Card issuing (often used interchangeably with card issuance) is how a financial institution or licensed program manager delivers payment cards—credit, debit, prepaid, virtual, or commercial—so end users can spend, withdraw, or control budgets. The issuer is the regulated party that holds the customer relationship, sets limits, and settles obligations with the card schemes (for example Visa and Mastercard).
The network logo on the plastic is not the issuer. Schemes route authorization and clearing traffic; the issuer funds or declines the transaction on its own books. Major retail banks have long been household names as credit-card issuers; today card-issuing vendors and specialized software layers can power programs for brands that are not banks, provided a licensed bank or e‑money institution remains the issuer of record.
“Clear ownership of issuer and processor roles is what keeps audits, PCI scope, and dispute flows understandable when programs scale.”
— Typical compliance guidance for teams mapping roles in banking and payments
Card programs let cardholders access funds, pay at checkout, and manage money through familiar banking channels. The same infrastructure can support closed-loop store cards, multi-country rollouts with the right BIN and disclosure setup, or fleet and marketplace controls—topics that overlap with cards vs. account-to-account payments and payment processors vs. payment gateways.
Why your business should care
Businesses from across various industries, as detailed previously, have incorporated branded cards. Here are the reasons why it’s a value-adding intervention for companies:
- Enhanced customer experience: Offering branded cards may enhance your customers’ overall experience by giving them a quick and secure method to make payments and manage their accounts.
- Brand loyalty: Custom-branded cards may increase client loyalty and drive repeat business by associating the card’s convenience and perks with your brand.
- Market differentiation: Providing distinctive card items will help your company stand out from the competition and attract new clients.

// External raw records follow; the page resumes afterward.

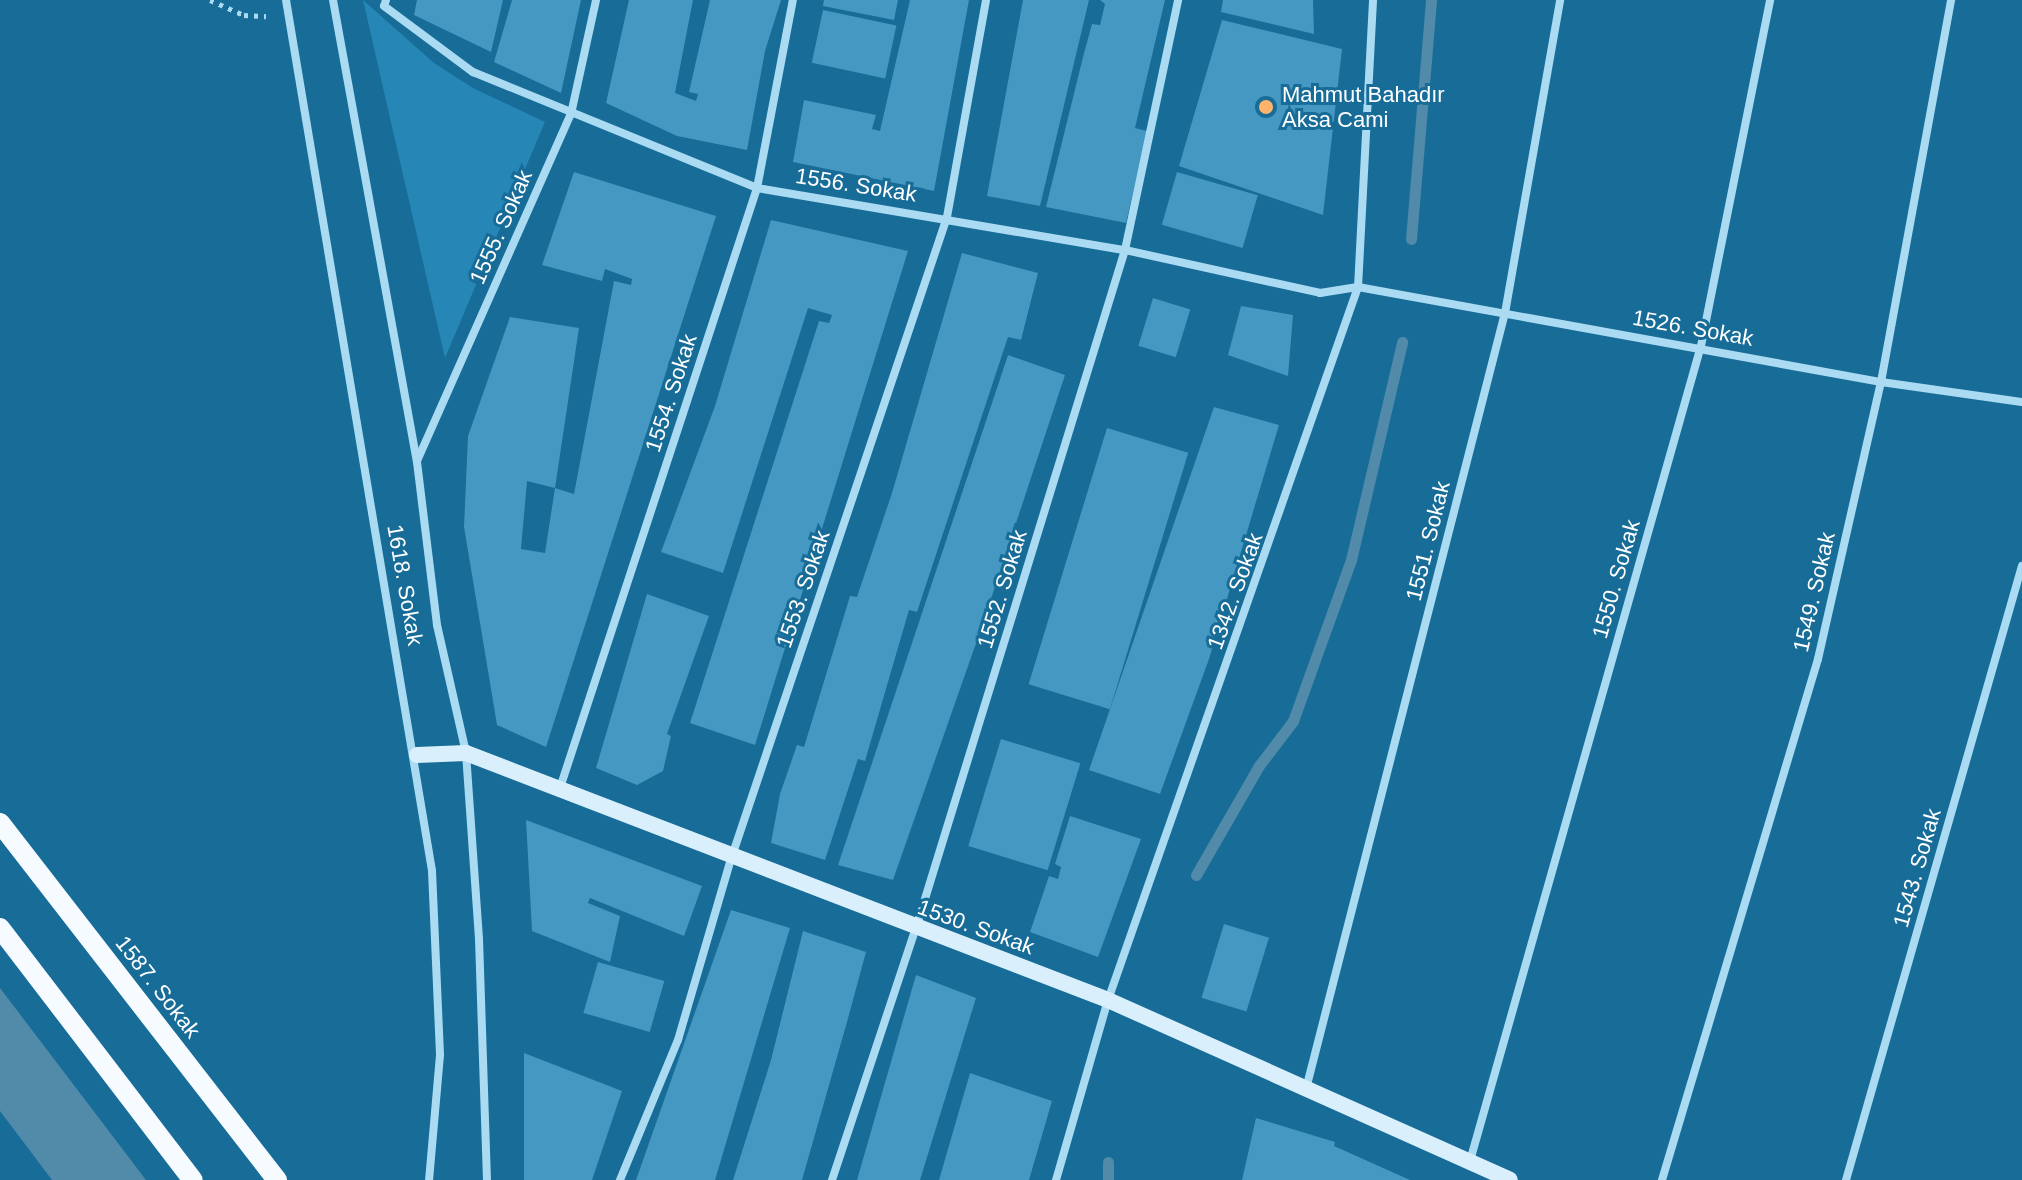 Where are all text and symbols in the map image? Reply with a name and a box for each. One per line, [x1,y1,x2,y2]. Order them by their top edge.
place label: Mahmut Bahadır Aksa Cami [1282,81,1445,132]
marker: Mahmut Bahadır Aksa Cami [1257,98,1275,116]
street label: 1556. Sokak [794,162,918,208]
street label: 1555. Sokak [464,166,538,288]
street label: 1526. Sokak [1630,304,1756,352]
street label: 1554. Sokak [640,331,702,455]
street label: 1551. Sokak [1400,478,1456,604]
street label: 1550. Sokak [1586,517,1646,641]
street label: 1618. Sokak [381,522,429,648]
street label: 1553. Sokak [771,527,835,651]
street label: 1552. Sokak [971,527,1033,651]
street label: 1342. Sokak [1202,529,1268,653]
street label: 1549. Sokak [1787,529,1841,655]
street label: 1543. Sokak [1887,806,1947,930]
street label: 1530. Sokak [914,894,1038,960]
street label: 1587. Sokak [110,931,206,1043]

- Data insights: Card transactions give significant information about consumer spending patterns, preferences, and behavior, which may be used to improve corporate plans and marketing campaigns. You may even explore employing AI technology to make better use of the huge amount of data you’ll be acquiring.
- Global expansion: For firms that operate globally, offering forex or multi-currency cards may make transactions simpler and more cost-effective for consumers traveling or doing business overseas.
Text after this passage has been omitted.